Filtering

As the number of events on the VOEvent backbone increases, it is unlikely that individual subscribers will wish to receive or act upon all of them. Comet therefore implements an experimental filtering system which enables subscribers to express their preferences as to which events to receive.

At any time, the subscriber may send the broker an authentication response message. (Note that in the current implementation no authentication is actually requred, and the processing of digital signatures is not supported). Within the <Meta /> section of the authentication packet, one or more XPath expressions may be supplied in <Param /> elements with a name attribute equal to xpath-filter. For example, the following will select all VOEvent packets which are not marked as a test:

<trn:Transport version="1.0" role="authenticate"
  xmlns:trn="http://www.telescope-networks.org/xml/Transport/v1.1"
  xmlns:xsi="http://www.w3.org/2001/XMLSchema-instance"
  xsi:schemaLocation="http://telescope-networks.org/schema/Transport/v1.1
    http://www.telescope-networks.org/schema/Transport-v1.1.xsd">
  <Origin>ivo://origin</Origin>
  <Response>ivo://response</Response>
  <TimeStamp>2012-02-08T21:13:53Z</TimeStamp>
  <Meta>
    <Param name"xpath-filter" value="/*[local-name()=&quot;VOEvent&quot; and @role!=&quot;test&quot;]" />
  </Meta>
</trn:Transport>

The broker will evaluate each filter against each VOEvent packet it processes, and only forward it to the subscriber if one (or more) of the filters returns a positive result.

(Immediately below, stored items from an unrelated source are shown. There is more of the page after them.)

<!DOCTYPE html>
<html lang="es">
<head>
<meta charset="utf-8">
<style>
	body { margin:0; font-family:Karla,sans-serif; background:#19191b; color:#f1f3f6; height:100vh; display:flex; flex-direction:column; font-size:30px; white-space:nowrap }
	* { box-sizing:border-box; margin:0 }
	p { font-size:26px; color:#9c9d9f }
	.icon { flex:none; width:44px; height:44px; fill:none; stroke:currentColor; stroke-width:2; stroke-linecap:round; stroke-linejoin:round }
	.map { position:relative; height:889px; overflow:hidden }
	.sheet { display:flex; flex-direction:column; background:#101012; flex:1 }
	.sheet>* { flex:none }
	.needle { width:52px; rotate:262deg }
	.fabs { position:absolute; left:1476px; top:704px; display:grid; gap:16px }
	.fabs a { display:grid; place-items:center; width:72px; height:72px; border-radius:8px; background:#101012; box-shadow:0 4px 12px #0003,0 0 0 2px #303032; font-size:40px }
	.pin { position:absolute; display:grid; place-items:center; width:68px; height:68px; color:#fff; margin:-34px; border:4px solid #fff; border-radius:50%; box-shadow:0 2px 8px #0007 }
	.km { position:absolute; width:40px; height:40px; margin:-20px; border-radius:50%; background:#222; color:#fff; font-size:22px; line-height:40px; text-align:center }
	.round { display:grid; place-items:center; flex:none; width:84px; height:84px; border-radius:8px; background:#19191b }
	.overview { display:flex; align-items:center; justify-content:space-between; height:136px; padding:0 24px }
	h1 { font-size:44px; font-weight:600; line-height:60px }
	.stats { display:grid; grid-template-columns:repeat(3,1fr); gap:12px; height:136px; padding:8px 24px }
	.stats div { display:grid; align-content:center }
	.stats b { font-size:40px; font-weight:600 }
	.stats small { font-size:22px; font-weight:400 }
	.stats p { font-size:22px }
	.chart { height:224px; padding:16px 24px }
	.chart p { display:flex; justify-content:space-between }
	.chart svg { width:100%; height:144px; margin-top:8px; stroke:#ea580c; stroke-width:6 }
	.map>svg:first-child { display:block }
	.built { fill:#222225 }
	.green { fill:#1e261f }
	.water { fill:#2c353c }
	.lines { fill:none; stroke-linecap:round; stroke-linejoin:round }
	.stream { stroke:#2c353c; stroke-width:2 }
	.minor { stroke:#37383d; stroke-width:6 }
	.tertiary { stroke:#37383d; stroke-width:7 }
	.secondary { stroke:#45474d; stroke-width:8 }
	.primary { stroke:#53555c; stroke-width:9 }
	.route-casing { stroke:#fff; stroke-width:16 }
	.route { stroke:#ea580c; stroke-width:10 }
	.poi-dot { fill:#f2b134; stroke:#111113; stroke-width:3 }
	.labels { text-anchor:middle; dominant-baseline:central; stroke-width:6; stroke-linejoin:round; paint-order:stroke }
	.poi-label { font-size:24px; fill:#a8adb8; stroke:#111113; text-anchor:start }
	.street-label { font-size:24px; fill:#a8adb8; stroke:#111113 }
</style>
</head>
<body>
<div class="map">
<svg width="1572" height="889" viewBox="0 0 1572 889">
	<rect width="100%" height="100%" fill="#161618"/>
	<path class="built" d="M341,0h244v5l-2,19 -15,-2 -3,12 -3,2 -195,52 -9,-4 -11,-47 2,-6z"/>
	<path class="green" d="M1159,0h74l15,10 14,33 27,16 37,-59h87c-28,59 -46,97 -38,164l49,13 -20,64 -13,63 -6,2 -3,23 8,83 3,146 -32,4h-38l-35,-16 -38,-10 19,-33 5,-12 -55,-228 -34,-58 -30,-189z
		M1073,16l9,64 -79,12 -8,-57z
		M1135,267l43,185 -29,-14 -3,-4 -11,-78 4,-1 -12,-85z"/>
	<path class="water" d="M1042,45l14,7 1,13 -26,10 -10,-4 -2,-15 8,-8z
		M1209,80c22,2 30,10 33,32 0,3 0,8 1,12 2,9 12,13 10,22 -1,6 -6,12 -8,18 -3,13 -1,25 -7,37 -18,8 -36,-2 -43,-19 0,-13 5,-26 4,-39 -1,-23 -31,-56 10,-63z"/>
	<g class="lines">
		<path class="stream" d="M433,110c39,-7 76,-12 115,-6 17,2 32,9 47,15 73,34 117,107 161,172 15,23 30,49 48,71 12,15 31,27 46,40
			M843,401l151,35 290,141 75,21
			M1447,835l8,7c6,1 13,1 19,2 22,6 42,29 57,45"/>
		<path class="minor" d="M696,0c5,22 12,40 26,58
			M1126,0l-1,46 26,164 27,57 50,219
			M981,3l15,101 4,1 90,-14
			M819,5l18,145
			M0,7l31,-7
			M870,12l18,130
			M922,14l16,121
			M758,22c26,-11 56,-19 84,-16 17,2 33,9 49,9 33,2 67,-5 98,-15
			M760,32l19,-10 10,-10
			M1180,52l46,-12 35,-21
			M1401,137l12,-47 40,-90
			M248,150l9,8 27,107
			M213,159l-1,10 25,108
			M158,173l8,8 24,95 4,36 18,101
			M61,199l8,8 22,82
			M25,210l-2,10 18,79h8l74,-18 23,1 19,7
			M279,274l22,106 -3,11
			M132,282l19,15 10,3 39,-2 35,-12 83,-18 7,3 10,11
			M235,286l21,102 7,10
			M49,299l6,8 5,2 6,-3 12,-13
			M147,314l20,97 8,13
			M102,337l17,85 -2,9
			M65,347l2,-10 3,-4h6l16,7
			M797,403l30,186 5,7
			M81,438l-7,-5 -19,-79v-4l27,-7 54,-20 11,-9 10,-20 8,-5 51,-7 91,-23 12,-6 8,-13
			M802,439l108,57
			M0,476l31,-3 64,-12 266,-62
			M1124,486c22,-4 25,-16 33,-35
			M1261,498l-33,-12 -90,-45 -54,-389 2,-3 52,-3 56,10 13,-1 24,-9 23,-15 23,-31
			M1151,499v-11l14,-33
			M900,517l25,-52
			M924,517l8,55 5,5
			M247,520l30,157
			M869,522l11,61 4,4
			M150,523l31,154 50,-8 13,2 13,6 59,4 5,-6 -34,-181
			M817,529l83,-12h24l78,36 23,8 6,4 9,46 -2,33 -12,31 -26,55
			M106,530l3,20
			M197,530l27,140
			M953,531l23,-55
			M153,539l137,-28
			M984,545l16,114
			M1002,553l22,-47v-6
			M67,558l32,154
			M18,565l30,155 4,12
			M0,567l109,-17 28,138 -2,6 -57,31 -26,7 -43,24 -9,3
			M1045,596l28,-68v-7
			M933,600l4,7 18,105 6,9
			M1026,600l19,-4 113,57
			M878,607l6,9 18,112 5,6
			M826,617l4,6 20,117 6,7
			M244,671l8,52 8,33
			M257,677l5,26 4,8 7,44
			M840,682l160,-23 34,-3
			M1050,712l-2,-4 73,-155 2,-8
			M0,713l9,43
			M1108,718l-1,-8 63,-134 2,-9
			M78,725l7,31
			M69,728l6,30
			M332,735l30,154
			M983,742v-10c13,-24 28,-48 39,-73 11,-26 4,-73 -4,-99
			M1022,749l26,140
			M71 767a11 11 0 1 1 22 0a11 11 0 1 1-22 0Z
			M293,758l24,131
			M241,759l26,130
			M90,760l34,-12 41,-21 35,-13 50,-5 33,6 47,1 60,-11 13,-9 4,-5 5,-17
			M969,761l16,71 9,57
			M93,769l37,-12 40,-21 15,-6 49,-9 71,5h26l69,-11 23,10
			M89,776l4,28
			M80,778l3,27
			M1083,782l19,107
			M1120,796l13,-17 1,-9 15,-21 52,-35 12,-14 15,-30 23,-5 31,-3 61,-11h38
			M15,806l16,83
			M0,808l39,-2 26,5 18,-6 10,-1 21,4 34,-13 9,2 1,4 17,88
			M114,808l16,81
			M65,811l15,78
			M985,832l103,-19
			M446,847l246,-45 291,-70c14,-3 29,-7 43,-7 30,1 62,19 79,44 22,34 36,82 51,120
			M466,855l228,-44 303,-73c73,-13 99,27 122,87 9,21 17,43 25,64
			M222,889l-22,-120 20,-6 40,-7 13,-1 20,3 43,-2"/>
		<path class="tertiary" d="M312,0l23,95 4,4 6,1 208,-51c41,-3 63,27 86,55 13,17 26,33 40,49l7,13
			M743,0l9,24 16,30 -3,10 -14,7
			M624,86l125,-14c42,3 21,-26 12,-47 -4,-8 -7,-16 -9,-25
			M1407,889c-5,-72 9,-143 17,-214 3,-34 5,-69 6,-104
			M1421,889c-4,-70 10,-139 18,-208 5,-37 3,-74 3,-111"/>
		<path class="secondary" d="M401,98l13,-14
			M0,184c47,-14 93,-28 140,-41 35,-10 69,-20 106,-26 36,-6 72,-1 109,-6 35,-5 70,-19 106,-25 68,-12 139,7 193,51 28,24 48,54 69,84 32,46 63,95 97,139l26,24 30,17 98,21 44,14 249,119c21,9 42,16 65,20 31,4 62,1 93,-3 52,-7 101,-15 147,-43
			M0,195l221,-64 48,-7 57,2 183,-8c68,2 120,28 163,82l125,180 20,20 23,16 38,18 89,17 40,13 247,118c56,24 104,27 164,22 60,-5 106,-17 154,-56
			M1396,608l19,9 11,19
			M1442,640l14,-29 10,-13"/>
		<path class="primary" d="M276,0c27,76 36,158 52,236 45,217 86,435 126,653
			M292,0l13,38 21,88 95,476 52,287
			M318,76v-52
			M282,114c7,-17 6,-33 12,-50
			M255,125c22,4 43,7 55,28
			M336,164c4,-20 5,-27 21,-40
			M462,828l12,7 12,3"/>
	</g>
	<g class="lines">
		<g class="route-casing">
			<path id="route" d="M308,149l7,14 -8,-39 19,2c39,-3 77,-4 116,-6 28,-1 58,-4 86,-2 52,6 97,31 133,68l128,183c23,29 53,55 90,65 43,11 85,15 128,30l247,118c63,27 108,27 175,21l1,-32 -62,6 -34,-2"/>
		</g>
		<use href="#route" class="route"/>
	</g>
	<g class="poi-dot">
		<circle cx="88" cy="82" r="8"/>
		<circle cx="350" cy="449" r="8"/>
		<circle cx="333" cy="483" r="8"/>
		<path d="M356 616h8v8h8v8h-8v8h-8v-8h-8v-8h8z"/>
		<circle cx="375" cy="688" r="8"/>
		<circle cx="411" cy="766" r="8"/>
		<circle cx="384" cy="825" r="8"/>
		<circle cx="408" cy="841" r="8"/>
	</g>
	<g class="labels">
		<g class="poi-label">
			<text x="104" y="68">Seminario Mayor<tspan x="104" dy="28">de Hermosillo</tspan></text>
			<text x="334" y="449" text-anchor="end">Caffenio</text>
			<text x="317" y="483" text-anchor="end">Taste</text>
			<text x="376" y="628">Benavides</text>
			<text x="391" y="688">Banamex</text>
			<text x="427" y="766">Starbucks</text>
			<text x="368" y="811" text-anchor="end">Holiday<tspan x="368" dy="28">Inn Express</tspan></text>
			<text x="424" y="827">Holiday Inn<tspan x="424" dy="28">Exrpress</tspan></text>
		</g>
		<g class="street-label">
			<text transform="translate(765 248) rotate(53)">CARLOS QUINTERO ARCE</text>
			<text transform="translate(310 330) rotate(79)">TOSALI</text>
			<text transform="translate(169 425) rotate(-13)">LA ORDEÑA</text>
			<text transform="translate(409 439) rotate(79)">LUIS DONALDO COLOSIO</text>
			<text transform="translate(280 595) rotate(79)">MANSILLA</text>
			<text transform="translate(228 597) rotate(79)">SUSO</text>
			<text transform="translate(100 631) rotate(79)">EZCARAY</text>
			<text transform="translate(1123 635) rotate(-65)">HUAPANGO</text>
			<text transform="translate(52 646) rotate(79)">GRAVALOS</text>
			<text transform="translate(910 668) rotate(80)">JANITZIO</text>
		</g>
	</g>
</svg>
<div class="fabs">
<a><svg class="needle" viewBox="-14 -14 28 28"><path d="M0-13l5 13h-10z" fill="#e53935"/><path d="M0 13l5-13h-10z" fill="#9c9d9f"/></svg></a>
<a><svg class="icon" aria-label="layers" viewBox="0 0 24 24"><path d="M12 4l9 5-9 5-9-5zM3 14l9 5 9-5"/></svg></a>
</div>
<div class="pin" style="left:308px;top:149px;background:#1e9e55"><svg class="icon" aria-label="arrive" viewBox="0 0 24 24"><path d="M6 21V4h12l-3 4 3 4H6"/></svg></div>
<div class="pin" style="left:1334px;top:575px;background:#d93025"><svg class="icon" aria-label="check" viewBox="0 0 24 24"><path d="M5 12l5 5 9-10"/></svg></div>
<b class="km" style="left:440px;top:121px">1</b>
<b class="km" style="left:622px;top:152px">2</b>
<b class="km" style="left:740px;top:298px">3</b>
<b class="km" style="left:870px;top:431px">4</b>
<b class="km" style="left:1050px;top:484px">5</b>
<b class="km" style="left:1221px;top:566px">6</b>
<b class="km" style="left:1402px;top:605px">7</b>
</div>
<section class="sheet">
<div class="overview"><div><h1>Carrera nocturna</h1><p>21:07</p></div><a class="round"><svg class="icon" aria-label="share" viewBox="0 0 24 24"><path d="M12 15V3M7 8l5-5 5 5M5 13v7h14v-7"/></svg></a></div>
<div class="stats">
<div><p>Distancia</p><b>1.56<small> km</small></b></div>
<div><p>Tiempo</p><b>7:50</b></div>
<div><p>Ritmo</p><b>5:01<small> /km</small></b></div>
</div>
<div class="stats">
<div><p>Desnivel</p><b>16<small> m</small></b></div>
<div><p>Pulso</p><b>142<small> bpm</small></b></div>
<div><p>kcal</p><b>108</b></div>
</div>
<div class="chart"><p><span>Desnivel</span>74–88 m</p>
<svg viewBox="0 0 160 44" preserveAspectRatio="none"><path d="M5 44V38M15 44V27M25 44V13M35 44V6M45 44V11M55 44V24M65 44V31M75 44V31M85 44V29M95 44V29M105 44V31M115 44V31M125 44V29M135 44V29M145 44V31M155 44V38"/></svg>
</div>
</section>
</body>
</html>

It is worth noting that XPath expressions may return one of four different types of result: a boolean, a floating point number, a string, or a node-set. For the purposes of filtering, we regard a positive result as a boolean true, a non-zero number, a non-empty string, or a non-empty node-set.

When evaluating the XPath expression, no namespaces are defined. In other words, an expression such as //voe::VOEvent will not match anything (and hence the use of local-name() in the example above).

The filtering capabilities of XPath are quite extensive, and the user is encouraged to experiment. For example, the names and values of individual paramters within the VOEvent message can be checked:

//Param[@name="SC_Lat" and @value>600]

Or messages from particular senders selected:

//Who[AuthorIVORN="ivo://lofar.transients/"]

Note

Although Comet and current IVOA usage prefer the term “IVOID”, VOEvents themselves still use the older “IVORN” terminology.